**Brief:**
If a line of the records contains the string "halo", copy it out.

Records from a data source
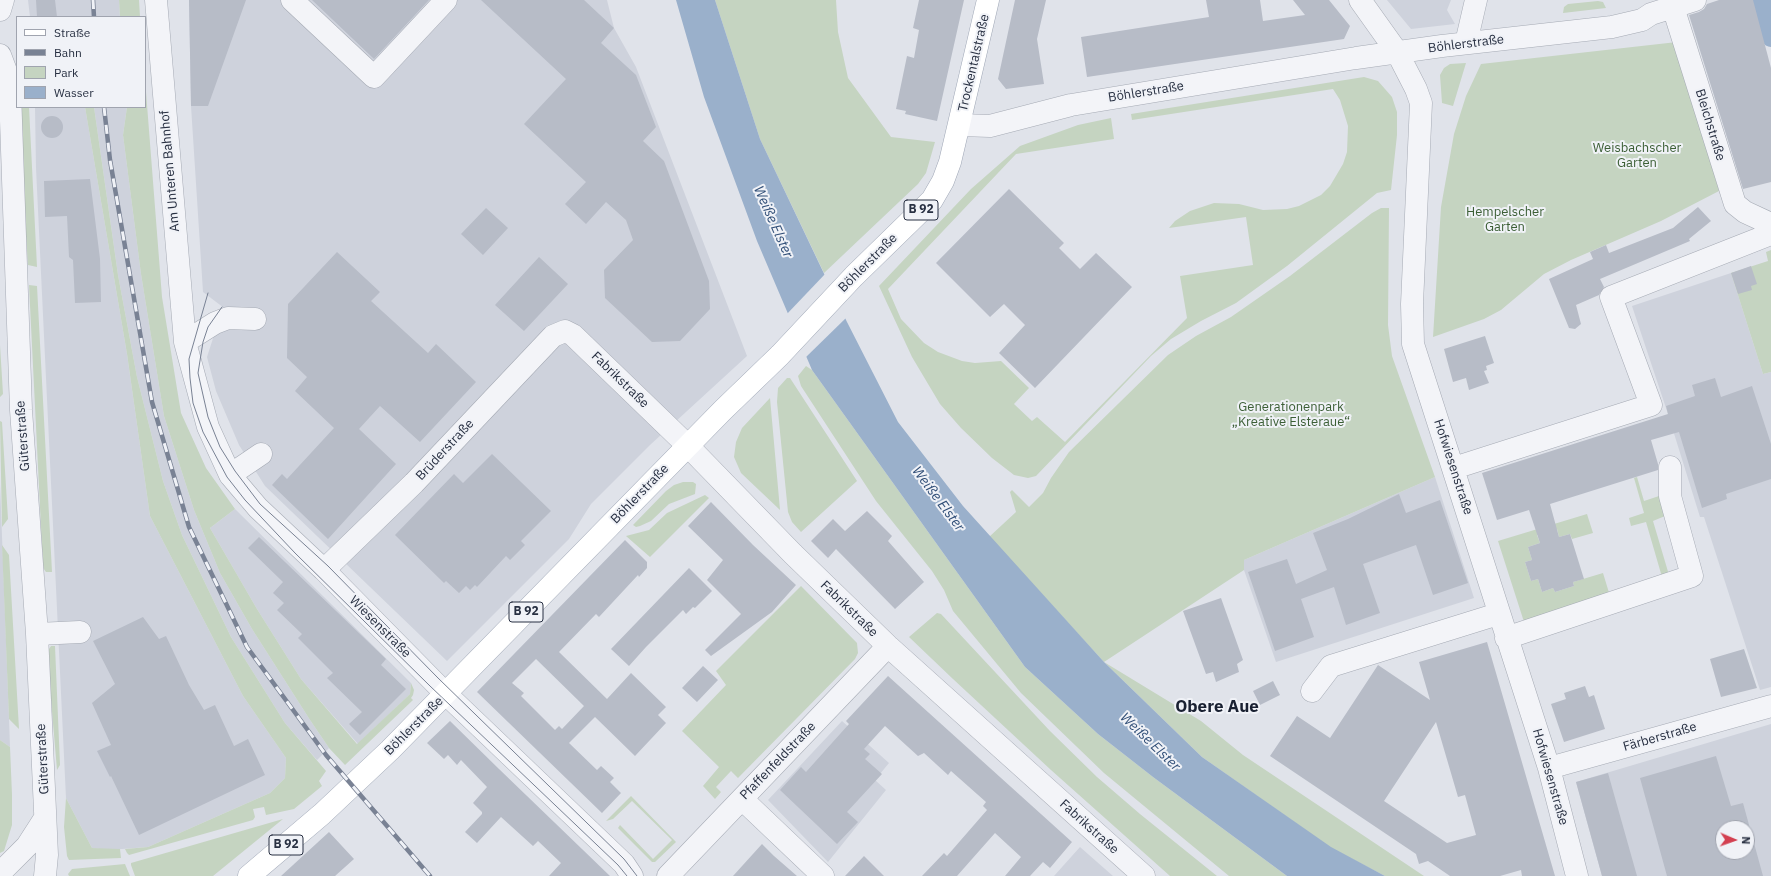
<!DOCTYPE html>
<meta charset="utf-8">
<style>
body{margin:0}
#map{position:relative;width:1771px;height:876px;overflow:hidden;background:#e0e3ea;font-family:"IBM Plex Sans",sans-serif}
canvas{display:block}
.legend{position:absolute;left:16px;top:16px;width:130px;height:92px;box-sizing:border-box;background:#f0f2f7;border:1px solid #a0a4af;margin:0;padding:5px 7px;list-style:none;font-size:12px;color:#283042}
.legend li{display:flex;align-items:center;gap:8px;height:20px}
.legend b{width:20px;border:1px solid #a0a4af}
.north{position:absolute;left:1715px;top:820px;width:40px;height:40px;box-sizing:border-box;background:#f0f2f7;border:1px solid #a0a4af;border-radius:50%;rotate:92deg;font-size:11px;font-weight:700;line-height:16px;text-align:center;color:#283042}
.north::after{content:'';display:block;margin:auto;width:14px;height:18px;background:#d34051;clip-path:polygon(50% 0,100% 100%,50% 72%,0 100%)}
</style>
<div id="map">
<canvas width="1771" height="876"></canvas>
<ul class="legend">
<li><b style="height:5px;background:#fff"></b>Straße</li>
<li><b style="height:5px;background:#798294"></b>Bahn</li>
<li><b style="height:11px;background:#c5d4c1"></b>Park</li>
<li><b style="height:11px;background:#9ab0cb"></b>Wasser</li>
</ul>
<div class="north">N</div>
</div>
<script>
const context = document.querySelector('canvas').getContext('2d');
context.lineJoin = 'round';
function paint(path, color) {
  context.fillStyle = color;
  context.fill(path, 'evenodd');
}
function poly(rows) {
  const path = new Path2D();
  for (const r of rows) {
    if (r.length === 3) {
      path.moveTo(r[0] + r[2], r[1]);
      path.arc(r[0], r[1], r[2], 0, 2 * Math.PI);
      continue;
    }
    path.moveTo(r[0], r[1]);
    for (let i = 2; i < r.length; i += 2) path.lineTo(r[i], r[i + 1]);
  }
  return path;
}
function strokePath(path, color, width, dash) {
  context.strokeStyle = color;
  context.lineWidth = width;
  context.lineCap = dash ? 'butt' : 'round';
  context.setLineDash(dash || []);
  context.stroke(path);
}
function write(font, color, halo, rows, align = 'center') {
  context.font = font + ' "IBM Plex Sans",sans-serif';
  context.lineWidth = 4;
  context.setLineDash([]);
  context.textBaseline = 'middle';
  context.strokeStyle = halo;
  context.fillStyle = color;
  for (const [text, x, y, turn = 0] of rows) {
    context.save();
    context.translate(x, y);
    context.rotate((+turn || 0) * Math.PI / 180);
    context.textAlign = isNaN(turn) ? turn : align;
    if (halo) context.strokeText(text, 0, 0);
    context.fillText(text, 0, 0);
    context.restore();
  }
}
const built = poly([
 [28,0,119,0,120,17,30,17],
 [189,0,607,0,614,28,636,67,747,356,650,445,591,504,569,539,447,661,265,486,239,445,216,391,207,357,216,329,232,314,203,292,191,106],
 [1387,0,1451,0,1447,10,1455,24,1411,29],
 [35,107,85,107,127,354,150,516,243,696,286,758,285,778,270,793,148,847,109,850,92,848,66,798,36,168],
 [94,107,127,107,123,135,141,274,164,416,194,510,220,573,252,629,310,720,329,748,317,760,285,723,231,637,182,535,163,481,137,377,118,275],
 [1731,273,1763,374,1771,372,1771,687,1760,690,1704,517,1700,517,1667,411,1632,306],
 [1435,477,1474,598,1276,662,1244,570,1244,560],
 [0,484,9,719,10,747,0,740],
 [235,509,411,683,410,694,358,744,301,679,257,609,210,528],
 [842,721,889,763,875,780,886,790,828,862,768,800],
 [1771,724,1771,876,1602,876,1576,782],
 [1723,828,1747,828,1747,852,1723,852],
 [1080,847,1113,876,1054,876]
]);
const green = poly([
 [119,0,139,0,140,17,120,17],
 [715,0,836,0,838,32,848,78,891,137,935,142,926,173,918,184,824,273,760,139],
 [1598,1,1603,2,1606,8,1563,13,1564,7,1568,4],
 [1677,42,1719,191,1661,221,1571,260,1544,274,1501,310,1484,319,1433,337,1441,207,1454,134,1466,96,1481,64],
 [1466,63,1453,106,1442,103,1440,75,1444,68,1450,64],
 [1364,77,1378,81,1392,97,1397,112,1397,135,1391,190,1377,193,1287,266,1236,303,1201,321,1171,339,1151,356,1036,476,1028,478,1014,475,992,458,961,428,940,404,912,357,879,286,971,189,1020,146,1078,125,1111,118,1114,139,1016,154,888,289,901,319,924,343,938,352,962,361,975,363,1001,361,1029,388,1014,404,1032,421,1037,417,1065,442,1187,318,1180,276,1253,265,1246,217,1169,228,1175,221,1190,211,1214,203,1239,204,1263,210,1287,209,1299,206,1321,195,1330,186,1343,164,1347,152,1348,126,1340,100,1333,89,1132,120,1131,114],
 [145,79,162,297,181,413,206,468,235,509,210,528,257,609,301,679,357,744,410,694,411,683,414,690,413,695,411,698,413,700,345,765,329,748,310,720,252,629,220,573,194,510,164,416,141,274,123,135,127,107,145,107],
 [21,107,29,107,37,267,28,265,21,165],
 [85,107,94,107,118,275,137,377,163,481,182,535,231,637,285,723,326,771,319,781,322,786,294,809,266,815,264,807,253,809,255,817,253,820,129,855,127,853,125,849,148,847,270,793,285,778,286,758,243,696,150,516,127,354],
 [1381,208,1389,208,1388,325,1392,356,1435,477,1244,560,1244,570,1104,662,1201,721,1243,755,1424,876,1385,876,1331,848,1202,757,1104,662,989,537,1016,512,1010,492,1012,490,1029,507,1043,493,1051,478,1069,452,1168,355,1196,336,1231,317,1290,276,1372,213],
 [1771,250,1771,372,1763,374,1731,273,1768,261,1766,252],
 [29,285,37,286,52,572,46,572,43,568],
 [0,345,3,394,0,397],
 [806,366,812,370,1025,667,1098,734,1153,777,1287,876,1229,876,1104,773,1021,693,953,611,944,590,932,571,876,501,801,386,798,376],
 [787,378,790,378,857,481,801,532,792,522,788,512,777,402,778,388],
 [770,398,780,510,741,473,734,457,736,442,742,428],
 [0,421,2,422,8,519,2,527],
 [1637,477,1644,501,1659,496,1665,516,1653,521,1669,575,1662,577,1646,522,1631,526,1629,518,1644,513,1634,478],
 [683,482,693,482,696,484,695,494,669,504,651,521,640,526,636,527,633,525,666,491,674,485],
 [705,495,709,498,650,557,626,536,649,530,667,513],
 [1587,514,1593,533,1572,539,1570,534,1559,537,1557,529,1537,535,1540,543,1528,547,1532,560,1525,562,1531,581,1538,579,1542,592,1553,588,1555,592,1574,586,1573,582,1603,573,1610,596,1525,625,1498,541],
 [2,545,9,555,19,729,9,719],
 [801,586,857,643,858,653,855,659,738,778,731,771,716,787,721,792,715,799,703,786,719,767,682,731,726,685,716,671],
 [937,613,941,614,1050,731,1097,777,1140,814,1217,876,1170,876,1051,770,953,679,909,637],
 [51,646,55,646,60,765,57,770,47,652],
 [0,740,10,747,12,795,12,825,4,851,0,853],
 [631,796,676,842,655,862,652,862,618,828,620,825,653,859,672,840,632,801,613,819,606,821],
 [66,798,92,848,120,849,121,858,69,860,67,856,64,827],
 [283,819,213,876,135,876,131,865,131,863],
 [125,864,130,876,69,876,68,874,72,869]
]);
const water = poly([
 [676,0,715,0,760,139,847,322,898,422,963,506,1104,662,1202,757,1331,847,1385,876,1287,876,1153,777,1098,734,1025,667,812,370,757,241,704,97]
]);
const pier = poly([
 [826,273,847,317,805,358,786,315]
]);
const canal = poly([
 [1762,0,1771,37]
]);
const building = poly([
 [36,0,55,0,57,17,37,17],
 [189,0,246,0,208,106,191,106],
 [312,0,429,0,374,59],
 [481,0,584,0,614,28,601,43,636,75,656,127,643,141,664,161,709,281,710,309,680,341,652,342,605,298,604,270,633,240,626,220,606,202,586,224,565,204,586,182,524,124,566,79],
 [919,0,964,0,937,121,905,114,906,111,896,109,907,56,914,58,919,30,913,28],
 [1015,0,1046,0,1037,39,1044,84,1006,89,998,79],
 [1206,0,1260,0,1263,21,1305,15,1293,0,1329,0,1350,26,1344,39,1087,77,1081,37,1209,17],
 [1719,0,1753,0,1771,68,1771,182,1743,189,1689,15,1699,12,1704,9,1707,4],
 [52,127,11],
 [90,179,100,259,101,302,75,303,73,260,69,257,67,216,45,217,44,181],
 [1009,189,1064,243,1059,248,1080,269,1096,253,1132,287,1035,388,999,353,1025,325,1004,304,990,317,936,263],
 [1698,207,1711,221,1689,239,1690,241,1600,279,1604,287,1599,295,1576,305,1581,324,1575,329,1569,328,1549,279,1593,259,1590,252,1606,245,1609,253,1673,228],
 [486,208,508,228,483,255,461,234],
 [337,252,380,292,371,301,428,353,436,344,476,382,420,442,380,406,359,429,396,464,328,539,272,485,282,474,287,479,334,428,295,391,307,377,287,358,288,304],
 [539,257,568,284,524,331,495,305],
 [1751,266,1757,284,1751,286,1752,290,1738,294,1731,273],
 [1485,336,1494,363,1486,366,1487,370,1484,371,1489,383,1469,390,1466,378,1453,382,1444,349],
 [1715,378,1721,397,1752,386,1771,444,1771,479,1726,494,1727,499,1702,508,1679,432,1651,440,1658,464,1658,470,1550,504,1559,537,1570,534,1584,579,1573,582,1574,586,1555,592,1553,588,1542,592,1538,579,1531,581,1525,562,1532,560,1528,547,1540,543,1529,510,1497,520,1482,473,1668,414,1666,406,1695,396,1692,385],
 [492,454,551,511,521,541,525,545,510,560,506,556,477,587,475,585,470,590,466,586,459,593,446,581,444,583,395,535,454,474,463,483],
 [1399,494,1406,513,1440,500,1468,583,1433,595,1416,545,1363,564,1380,613,1346,625,1334,587,1301,599,1314,637,1275,651,1248,572,1287,559,1296,584,1327,570,1313,533,1348,519],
 [711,502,753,545,796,585,772,612,711,656,705,650,741,614,707,580,723,560,688,526],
 [867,511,892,536,888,541,924,582,895,609,836,549,828,558,811,541,833,519,845,531],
 [259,537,386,659,381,665,406,689,360,735,349,724,362,712,327,678,333,673,298,638,302,634,277,610,284,603,273,593,283,582,248,548],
 [625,540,647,562,647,568,639,577,638,575,599,617,596,614,559,652,607,699,631,673,666,707,658,715,666,723,635,756,595,717,569,743,597,770,601,766,614,778,610,782,621,793,602,813,477,692],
 [536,659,584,706,562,729,559,726,555,730,521,696,524,693,512,683],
 [689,568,712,591,695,608,693,607,686,614,683,610,646,647,629,666,611,649],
 [1221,598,1243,660,1237,664,1239,672,1216,682,1213,672,1206,674,1183,611],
 [143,617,159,639,166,636,189,685,204,710,215,705,234,746,248,739,265,775,139,835,111,776,110,777,97,751,111,745,92,703,115,684,93,641],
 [1487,642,1555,876,1522,876,1521,870,1500,876,1450,876,1428,861,1419,864,1416,854,1270,756,1297,716,1330,738,1378,665,1430,700,1419,662],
 [1436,722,1458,797,1465,795,1476,835,1447,843,1384,801],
 [1744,649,1757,688,1721,697,1710,659],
 [703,666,718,680,697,702,682,688],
 [888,676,1072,842,1050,868,1043,862,1030,876,1005,876,1021,857,995,833,957,876,922,876,944,853,947,856,987,810,983,806,986,802,951,771,948,775,924,753,918,756,885,726,864,749,870,754,865,759,882,774,847,812,858,822,837,844,780,790,801,767,806,772,849,724,846,721],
 [1273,681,1280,695,1260,705,1253,691],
 [1585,686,1589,697,1594,695,1605,729,1564,742,1551,704,1566,699,1564,693],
 [450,721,499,769,610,876,549,876,561,863,538,841,533,846,501,817,477,843,465,832,482,814,482,812,473,803,487,787,461,760,457,765,448,755,444,759,427,743],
 [1716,756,1731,806,1743,803,1763,876,1667,876,1640,778],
 [1723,828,1747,828,1747,852,1723,852],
 [1608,773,1637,876,1602,876,1576,782],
 [329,832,354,859,335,876,281,876],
 [762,844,774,856,797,876,733,876],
 [864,856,884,876,845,876]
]);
const minor = poly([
 [156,0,185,342,208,427,230,475,258,508,324,570,446,694,624,864,632,876],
 [292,0,374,77,446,0],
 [1360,0,1397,52,1416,89,1421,103,1412,304,1413,344,1549,768,1577,876],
 [1673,7,1735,204,1745,212,1771,224],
 [0,10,3,0],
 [1466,43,1476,0],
 [0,55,6,71,10,92,21,410,37,634,47,855,45,876],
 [960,125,990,126,1071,105,1356,58,1442,46,1612,27,1642,20,1651,14,1695,0],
 [185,342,215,323,228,318,255,319],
 [1454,468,1651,405,1611,297,1771,234],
 [230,475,261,454],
 [324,570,414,483,553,336,565,331,573,335,688,446,793,554,888,646,1144,876],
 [37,634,80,632],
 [1506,638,1692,576,1670,496,1670,467],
 [1312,691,1331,666,1498,614],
 [1549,768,1771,706],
 [742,799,823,876],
 [0,873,27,846,45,818],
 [668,876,888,646]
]);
const major = poly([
 [249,876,322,814,390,750,723,410,780,355,854,276,932,200,943,181,950,162,988,0]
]);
const tram = poly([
 [208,293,189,359,190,378,193,403,203,432,227,477,245,500,295,553,430,686,618,865,627,876],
 [222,307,208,327,203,342,198,373,208,417,220,447,235,471,260,504,328,566,438,678,624,859,637,876]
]);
const rail = poly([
 [93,0,94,17],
 [104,107,110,160,152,402,189,527,247,647,326,755,430,876]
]);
const shields = [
 [921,210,34],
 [526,612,34],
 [286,845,34]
];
const shieldNames = [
 ["B 92",921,210],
 ["B 92",526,612],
 ["B 92",286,845]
];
const streetNames = [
 ["Böhlerstraße",1466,44,-7],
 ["Trockentalstraße",974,63,-77],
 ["Böhlerstraße",1146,92,-9],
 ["Bleichstraße",1710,125,73],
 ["Am Unteren Bahnhof",170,171,-95],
 ["Böhlerstraße",868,263,-45],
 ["Fabrikstraße",620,380,44],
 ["Güterstraße",23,436,-94],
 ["Brüderstraße",445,450,-47],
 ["Hofwiesenstraße",1453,467,72],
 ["Böhlerstraße",640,494,-46],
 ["Fabrikstraße",849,609,44],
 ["Wiesenstraße",380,627,45],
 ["Böhlerstraße",414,726,-45],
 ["Färberstraße",1660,737,-16],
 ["Güterstraße",43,759,-93],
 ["Pfaffenfeldstraße",778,761,-46],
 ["Hofwiesenstraße",1550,777,74],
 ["Fabrikstraße",1089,827,42]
];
const parkNames = [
 ["Weisbachscher",1637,148],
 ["Garten",1637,163],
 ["Hempelscher",1505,212],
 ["Garten",1505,227],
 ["Generationenpark",1291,407],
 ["„Kreative Elsteraue“",1291,422]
];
const waterNames = [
 ["Weiße Elster",773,222,66],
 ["Weiße Elster",938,499,53],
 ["Weiße Elster",1150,742,44]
];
const districtNames = [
 ["Obere Aue",1217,707]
];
paint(built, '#ced2dc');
paint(green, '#c5d4c1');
paint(water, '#9ab0cb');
paint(pier, '#e0e3ea');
strokePath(canal, '#9ab0cb', 20);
paint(building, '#b7bcc7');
strokePath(minor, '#a5aab4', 23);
strokePath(major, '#9fa7b6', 23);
strokePath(minor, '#f3f4f8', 22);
strokePath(major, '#fff', 22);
strokePath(tram, '#798294', 1);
strokePath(rail, '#798294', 4.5);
strokePath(rail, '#f0f2f7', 3, [9]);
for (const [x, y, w] of shields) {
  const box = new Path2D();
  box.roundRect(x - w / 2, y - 10, w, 20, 3);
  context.fillStyle = '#f0f2f7';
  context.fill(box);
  strokePath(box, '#283042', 1);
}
write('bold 12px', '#283042', null, shieldNames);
write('13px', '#283042', '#f0f2f7', streetNames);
write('13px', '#3b5e35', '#f0f2f7', parkNames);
write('italic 14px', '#304e77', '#f0f2f7', waterNames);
write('bold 17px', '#1a2132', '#f0f2f7', districtNames);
</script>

**Your response:**
function write(font, color, halo, rows, align = 'center') {
  context.strokeStyle = halo;
    if (halo) context.strokeText(text, 0, 0);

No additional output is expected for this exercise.